# PR #41825 完整报告

- 仓库：`vllm-project/vllm`
- 标题：[ROCm][Perf] Fix RMSNorm+Quant fusion for gfx950 (non-fnuz)
- 合并时间：2026-05-12 03:00
- 原文链接：http://prhub.com.cn/vllm-project/vllm/pull/41825

---

# 执行摘要

- 一句话：修复 gfx950 上 RMSNorm+FP8 融合，延迟降 3.3%
- 推荐动作：值得精读该 PR，尤其是 `matcher_utils.py` 的修正和 `DoubleAiterRMSFp8GroupQuantPattern` 的声明式模式实现。它展示了从手动 FX 图变换到声明式模式匹配的演进思路，以及 view-tolerant 变体处理实际生产图中常见噪声的经验。设计决策（重复 rms_norm 而非保留未融合的 16 位读取）也有借鉴意义。建议在撰写自定义编译 pass 时参考此模式。

# 功能与动机

PR 描述指出，gfx950(non-fnuz) 上 AITER RMSNorm+GroupedQuantFP8 融合内核被静默跳过，导致性能未达预期。

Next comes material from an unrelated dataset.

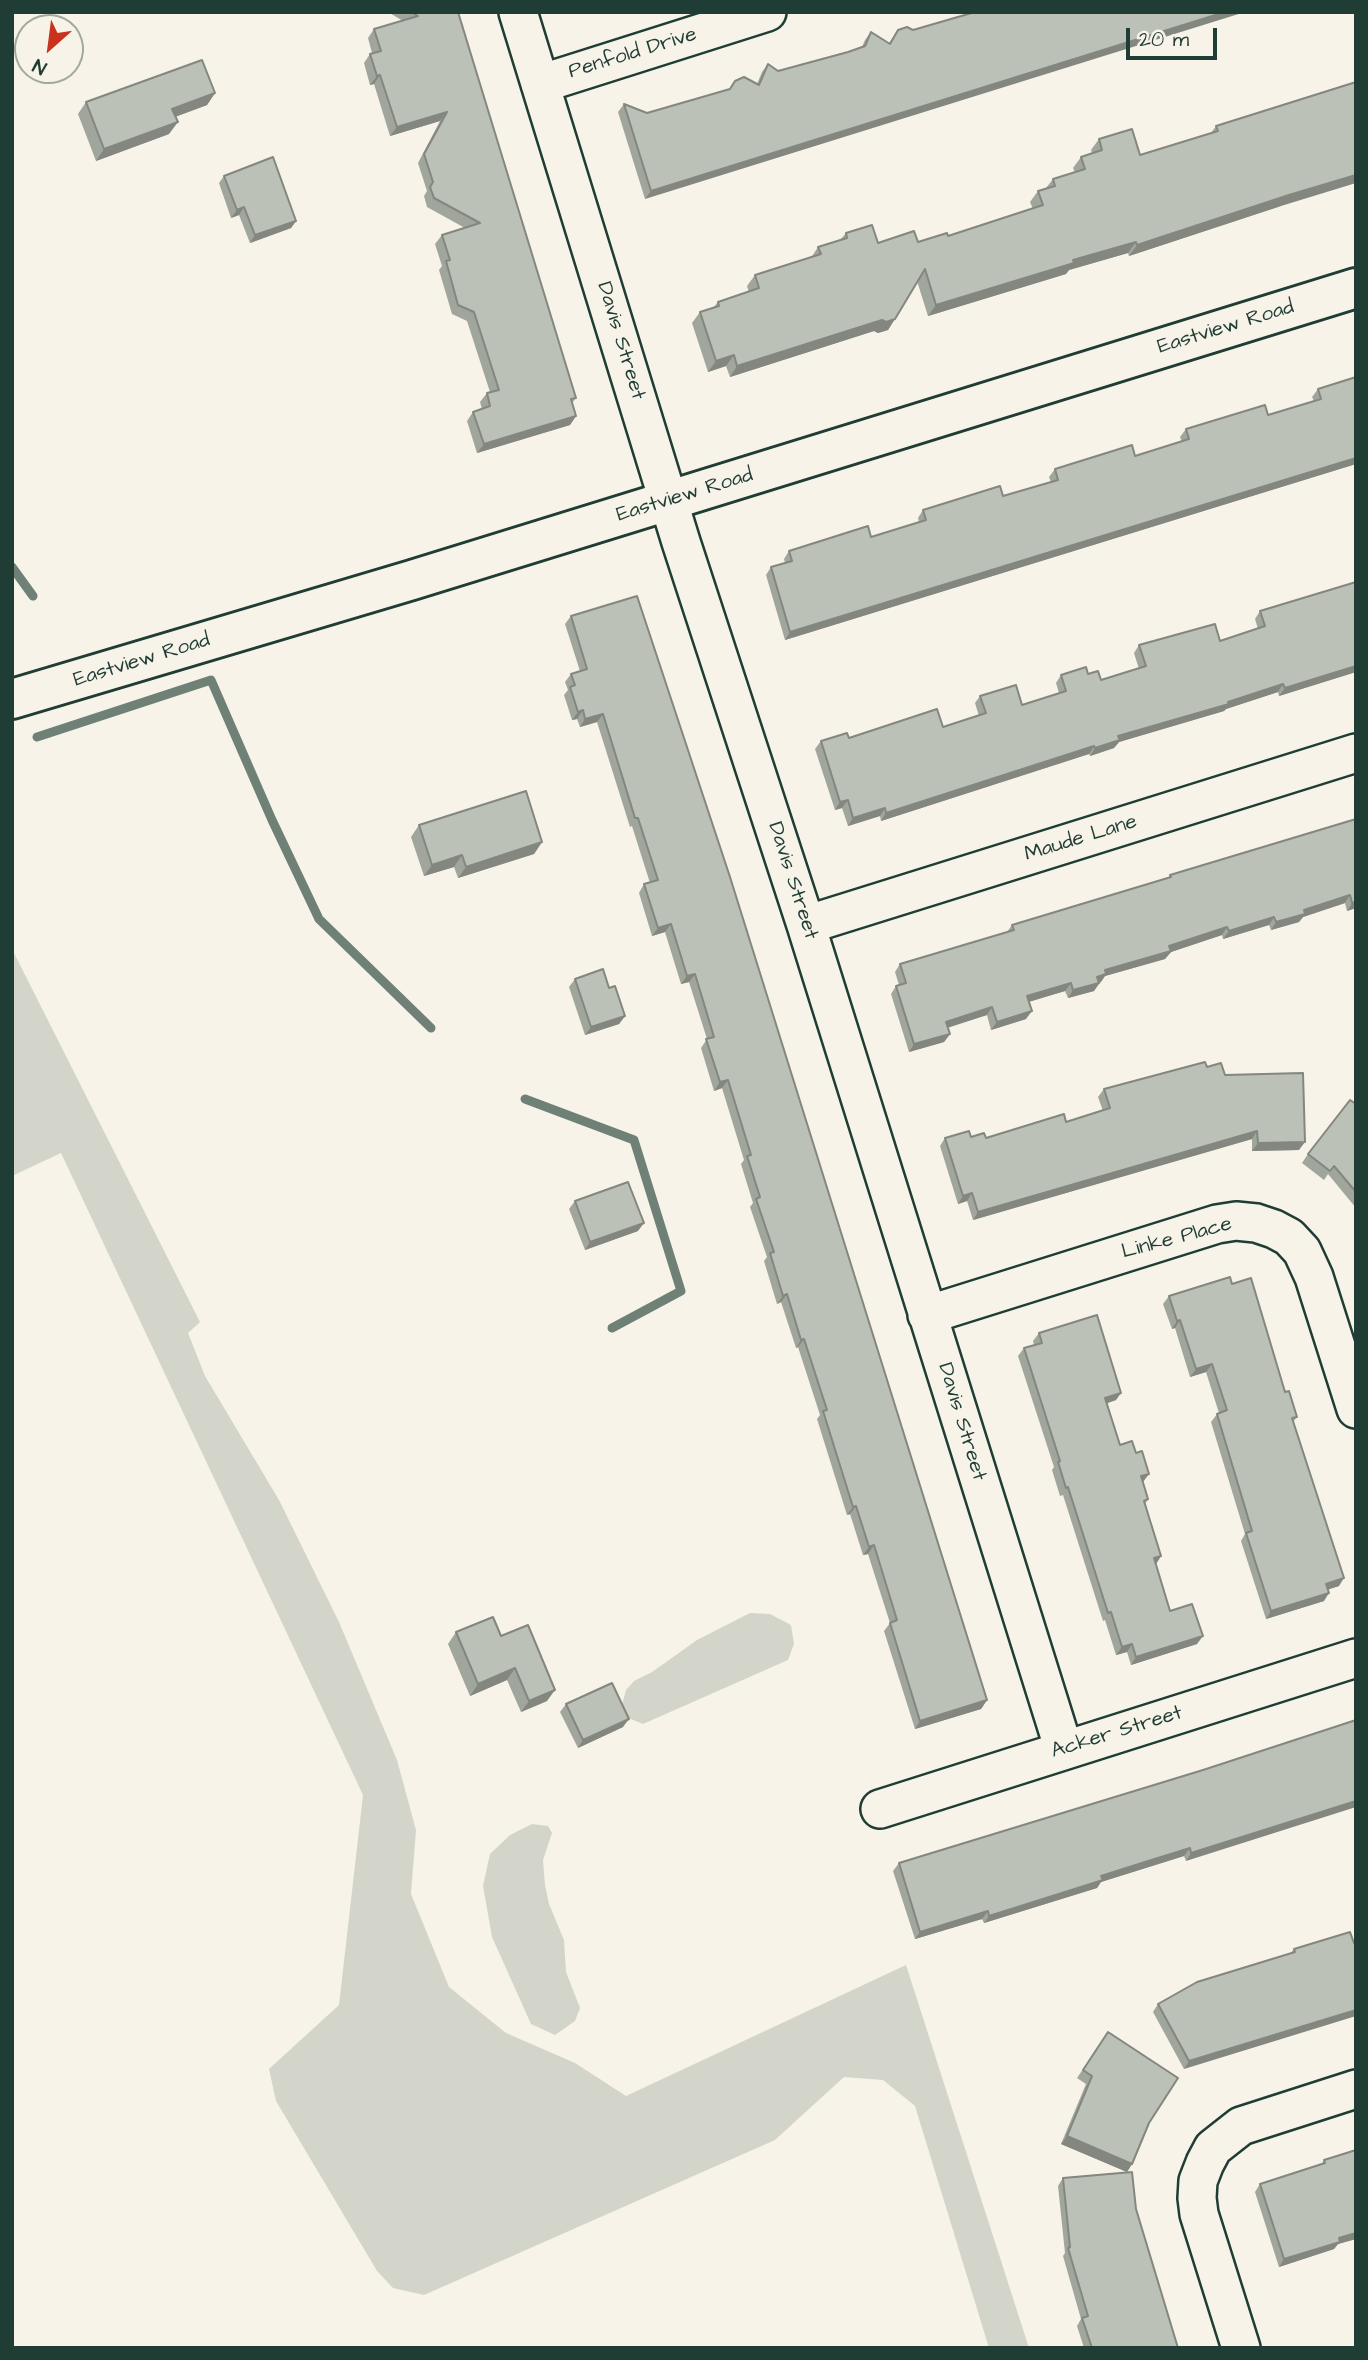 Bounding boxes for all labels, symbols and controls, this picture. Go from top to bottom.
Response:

两个根因：一是 MatcherQuantFP8 在非 fnuz 平台错误选择了 triton_per_token_group_quant_fp8 而非 rocm_aiter_group_fp8_quant；二是 DSv3.2 的 FX 图中 RMSNorm 输出被多个量化操作共享，违反 1-to-1 模式匹配约束。

# 实现拆解

1. **修正算子选择 **（`matcher_utils.py`）：移除 `MatcherQuantFP8` 中 `is_fp8_fnuz()` 条件判断，当 `match_rocm_aiter=True` 时始终使用 `rocm_aiter_ops.get_group_quant_op()`，确保 gfx950 匹配正确算子。
2. **新增 DoubleQuant 模式 **（`rocm_aiter_fusion.py`）：定义 `DoubleAiterRMSFp8GroupQuantPattern` 类，匹配一个 rms_norm 输出被两个不同 group_fp8_quant 消费的 fan-out 图，替换为两个独立融合的 rms_norm_group_fp8_quant 操作。
3. **添加 view-tolerant 变体 **（`rocm_aiter_fusion.py`）：`DoubleAiterRMSFp8GroupQuantViewPattern` 匹配中间有 view/reshape 的 fan-out 图（DSv3.2 MLA indexer 特有形状），通过 `torch._inductor.fx_passes.post_grad.view_to_reshape` 将 view 转化为 reshape，再匹配模式。
4. **调整 UUID 缓存键 **（`pass_manager.py`）：恢复 `clone_elimination` 在非 gfx950 上的 UUID 参与缓存键，仅在 gfx950 上 pop 避免缓存未命中。
5. **添加单元测试 **（`tests/compile/passes/test_double_aiter_rms_quant_fusion.py`）：用 `_NoViewDoubleQuantModel` 和 `_ViewDoubleQuantModel` 两个模型分别测试无 view 和有 view 场景，参数化运行 RocmAiterRMSNormQuantFusionPass 并验证融合后的图中出现 `rocm_aiter_rmsnorm_fp8_group_quant` 节点。

关键文件：
- `vllm/compilation/passes/fusion/rocm_aiter_fusion.py`（模块 编译融合；类别 source；类型 core-logic；符号 DoubleAiterRMSFp8GroupQuantPattern, __init__, register, pattern）: 核心变更文件，新增 DoubleAiterRMSFp8GroupQuantPattern 和 DoubleAiterRMSFp8GroupQuantViewPattern 两个模式类，分别处理无 view 和有 view 的 1-to-2 fan-out 融合场景。同时优化了 pass 的 uuid 生成。是整个 PR 的核心实现。
- `vllm/compilation/passes/fusion/matcher_utils.py`（模块 编译匹配；类别 source；类型 core-logic）: 关键的算子选择修复：移除 is_fp8_fnuz() 条件，使 gfx950 上始终选择正确的 rocm_aiter_group_fp8_quant，是融合生效的基础。
- `tests/compile/passes/test_double_aiter_rms_quant_fusion.py`（模块 编译测试；类别 test；类型 test-coverage；符号 _NoViewDoubleQuantModel, __init__, forward, _ViewDoubleQuantModel）: 新增单元测试，覆盖无 view 和有 view 两种 fan-out 形状，通过参数化模型验证 DoubleQuant 模式正确触发融合，提供回归保护。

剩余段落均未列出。